By working with peers, services and service organisations increase their credibility and the range of activities. Peer work goes beyond the traditional client-professional model and opens up opportunities to provide additional and alternative ways of service provision and support.  Within organisations, having peer workers can help other workers overcome their prejudices and change their perceptions about clients’ abilities and backgrounds.





Policies can improve if communities are involved in the design. Community involvement is a cornerstone of accountability and effective policy.
Engagement of communities directly impacted upon by proposed and current policies provides valuable insight for policy decisions and creates opportunities for better understanding and commitment from community members.

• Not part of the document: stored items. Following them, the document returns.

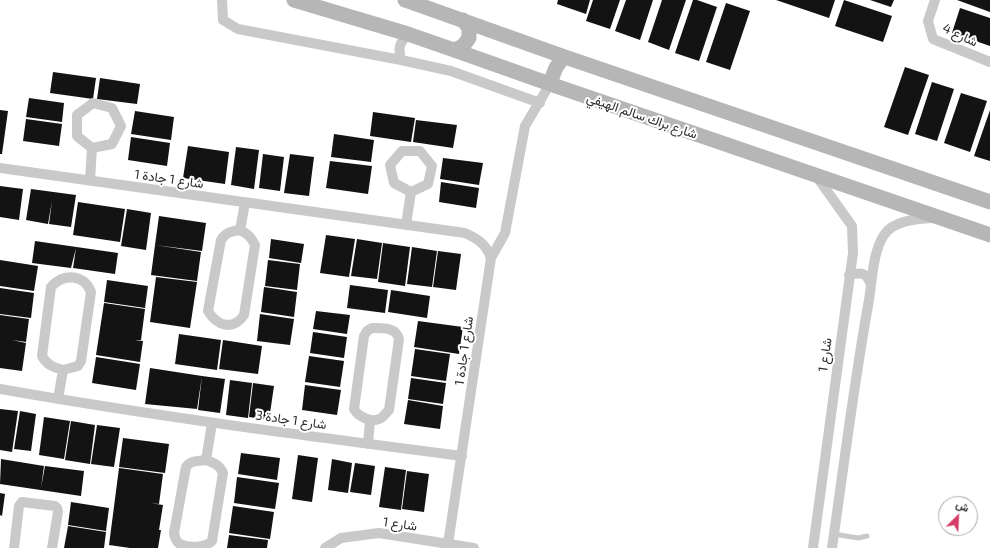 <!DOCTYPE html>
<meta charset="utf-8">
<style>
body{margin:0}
#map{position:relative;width:990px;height:548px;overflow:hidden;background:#fff;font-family:"Exo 2",Vazirmatn,sans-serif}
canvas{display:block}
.north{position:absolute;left:938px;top:496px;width:40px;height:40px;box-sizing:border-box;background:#fff;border:1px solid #ababab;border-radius:50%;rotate:24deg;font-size:11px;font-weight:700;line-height:16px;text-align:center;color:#2c2c2c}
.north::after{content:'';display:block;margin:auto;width:14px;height:18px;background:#d43d66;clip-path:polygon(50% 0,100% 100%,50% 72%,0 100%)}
</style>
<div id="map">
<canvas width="990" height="548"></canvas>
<div class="north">ش</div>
</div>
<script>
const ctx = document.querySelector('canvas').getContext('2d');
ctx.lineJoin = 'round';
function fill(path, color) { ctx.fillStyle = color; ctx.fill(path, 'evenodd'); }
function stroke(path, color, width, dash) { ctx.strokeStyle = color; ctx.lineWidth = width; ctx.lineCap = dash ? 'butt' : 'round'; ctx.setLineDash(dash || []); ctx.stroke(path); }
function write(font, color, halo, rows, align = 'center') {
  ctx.font = font + ' "Exo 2",Vazirmatn,sans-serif'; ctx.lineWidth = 4; ctx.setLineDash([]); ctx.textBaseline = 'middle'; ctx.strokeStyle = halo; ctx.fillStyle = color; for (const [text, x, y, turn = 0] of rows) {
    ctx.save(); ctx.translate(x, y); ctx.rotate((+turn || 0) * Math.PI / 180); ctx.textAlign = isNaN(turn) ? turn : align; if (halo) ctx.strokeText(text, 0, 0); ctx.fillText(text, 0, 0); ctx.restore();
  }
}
const building = new Path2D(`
 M558 0H590L586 14 557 4Z
 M593 0H620L610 29 586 21Z
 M626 0H653L640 40 615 31Z
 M662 0H686L669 50 648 42Z
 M693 0H697L717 7 699 61 675 53Z
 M776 0H835L829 18Z
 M844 0 892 16 883 42 835 26Z
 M870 0H894L891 7Z
 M957 0H990V12Z
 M726 3 750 11 730 70 706 62Z
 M960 8 990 18V46L952 33Z
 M905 67 929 75 908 135 884 127Z
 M53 72 96 78 93 99 50 93Z
 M100 78 140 84 137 104 97 99Z
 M932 82 954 89 937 141 915 134Z
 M961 93 987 101 970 152 944 143Z
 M29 98 64 103 62 122 26 117Z
 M0 110 8 111 2 154H0Z
 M990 110V161L974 156Z
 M135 111 174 117 171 140 131 134Z
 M373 112 415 118 411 142 370 136Z
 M26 119 62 124 59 146 23 141Z
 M416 120 457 125 453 148 413 142Z
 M334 134 374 140 371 162 331 157Z
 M131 137 170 143 167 166 128 160Z
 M188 146 229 152 225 184 183 178Z
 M236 147 259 150 254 189 231 185Z
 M263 154 284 157 280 191 259 188Z
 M290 154 314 157 309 196 284 193Z
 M443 158 483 163 479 185 440 179Z
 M330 161 372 166 368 194 326 188Z
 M441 182 479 188 476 208 439 202Z
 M0 186 23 189 19 220 0 217Z
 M31 189 76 195 71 227 49 224 52 201 48 224 26 220Z
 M78 202 125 209 120 242 73 235Z
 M127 209 151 213 146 250 121 246Z
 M159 216 206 223 202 251 155 245Z
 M326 235 355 239 349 277 320 273Z
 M271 239 304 244 301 263 269 258Z
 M357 239 382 243 377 279 351 276Z
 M35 241 118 253 115 274 73 268 76 248 71 268 32 263Z
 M383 243 410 247 405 286 378 282Z
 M155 245 201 252 197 281 151 275Z
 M412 247 437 251 432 287 407 284Z
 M438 251 461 254 456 290 433 287Z
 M0 260 38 266 34 291 0 286Z
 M268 260 300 264 297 290 265 286Z
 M156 277 197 282 190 328 150 322Z
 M107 280 148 286 145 308 104 302Z
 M350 285 388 290 385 313 347 308Z
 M264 287 297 292 294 317 261 312Z
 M0 288 34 293 31 318 0 314Z
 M391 290 430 296 427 318 388 312Z
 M104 303 145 309 141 340H135L143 341 140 362 96 355Z
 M316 311 350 315 347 334 313 329Z
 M260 314 294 319 290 345 257 341Z
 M0 315 29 319 26 342 12 340 26 343 22 371 0 368Z
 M418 321 463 327 459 354 414 347Z
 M313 332 347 337 344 358 310 353Z
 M179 334 221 340 217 370 175 364Z
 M223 340 262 346 258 374 219 369Z
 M415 349 450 354 446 381 411 376Z
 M309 356 344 361 340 387 305 382Z
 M96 357 140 364 136 390 92 383Z
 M150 368 202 376 197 409 145 404Z
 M202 376 225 379 220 413 198 410Z
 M411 378 446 383 443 404 408 399Z
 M230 380 252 383 248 418 226 415Z
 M253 383 274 386 269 420 249 417Z
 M305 385 341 390 337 415 302 410Z
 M408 400 443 406 440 429 404 424Z
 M0 409 18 411 12 452 0 450Z
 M20 411 36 414 31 451 14 449Z
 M44 417 70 421 64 459 39 455Z
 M71 421 95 425 90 464 65 460Z
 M97 425 120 428 114 467 91 464Z
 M123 438 169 444 165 473 119 467Z
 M241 453 280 458 277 480 238 474Z
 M298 455 318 458 312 502 292 499Z
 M1 459 44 466 41 488 45 466 84 471 81 496 0 484Z
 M332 459 352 463 348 493 328 490Z
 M355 463 375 466 371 495 350 492Z
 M385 467 406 470 401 510 379 507Z
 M119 468 163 474 159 504 150 503 163 505 159 530H161L158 548H130L109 545Z
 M407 471 429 474 424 512 402 509Z
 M237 477 279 483 275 509 234 503Z
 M0 493 5 494 2 516 0 515Z
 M71 502 109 508 106 531 68 525Z
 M233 506 274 512 270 539 229 533Z
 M68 526 106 532 104 548H64Z
 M229 535 268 540 267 548H227Z`);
const lane = new Path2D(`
 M834 534 858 538 867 536`);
const street = new Path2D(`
 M222 0 223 20 238 29 401 60 451 71 540 103
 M935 0 928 21 933 39 990 62
 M401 60C398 47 399 44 408 34
 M93 103 112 108 121 126 112 144 92 148 77 136V115Z
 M402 151H420L432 166 428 184 411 192 394 183 390 165Z
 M0 168 465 233C478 239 486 244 491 258L448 544
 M90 180 92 148
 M406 225 411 192
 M240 230C248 234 251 237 255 245L244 315C233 331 217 326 208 311L221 240C225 233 231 231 240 230L245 203
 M491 258 505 233 525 126 550 84
 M849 275C862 272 865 272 871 284
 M372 328C382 328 396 327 399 339L389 410C386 413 383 418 379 419 370 423 358 416 354 409L364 336 367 331Z
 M0 389C153 416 307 436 462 456
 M58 399 63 370C53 367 47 365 42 356L51 287C63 273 84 274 91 292L81 361 78 366 63 370
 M368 444 370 420
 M206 460C214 463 220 465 223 473L212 541C205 548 189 548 180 544 175 541 175 537 174 533L186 467C191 460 198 461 206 460L212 423
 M14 548 19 506 22 502 55 506 57 508 58 512 52 548
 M325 548 341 538 379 533 474 548
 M813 548 853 253 852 226 817 177
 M832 548C844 465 854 382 869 300 872 281 873 251 884 235 894 220 917 219 934 218`);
const secondary = new Path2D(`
 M294 0 408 34 454 50 550 84 990 235
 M405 0 565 57 990 202
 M454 50 463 46 469 38V28L463 20
 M550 84C554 73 555 65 565 57`);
const streetNames = [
 ["شارع 4",960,35,25],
 ["شارع براك سالم الهيفي",642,116,19],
 ["شارع 1 جادة 1",169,179,8],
 ["شارع 1 جادة 1",464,351,-82],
 ["شارع 1",825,355,-82],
 ["شارع 1 جادة 3",291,420,8],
 ["شارع 1",400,524,8]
];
fill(building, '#131313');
stroke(lane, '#c9c9c9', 5);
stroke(street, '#c9c9c9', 10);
stroke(secondary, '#b6b6b6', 15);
write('13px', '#2c2c2c', '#fff', streetNames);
</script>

Although no easy task for policymakers - there are many voices to be heard and many interests to be balanced - meaningful involvement is an essential and key principle in policy development.  Community involvement is also very useful to monitor, adjust and to refine policies.  Furthermore, it opens up a means to check whether policies actually deliver what they intended to do.




Wider society

Peer involvement sends a clear message to society that communities and their members are genuinely appreciated and valued: that such involvement offers considerable help to their colleagues, by contributing to services.  The result is that a group that previously had no voice can now claim their rights, thereby mobilising people into a potent political force for health and human rights advocacy.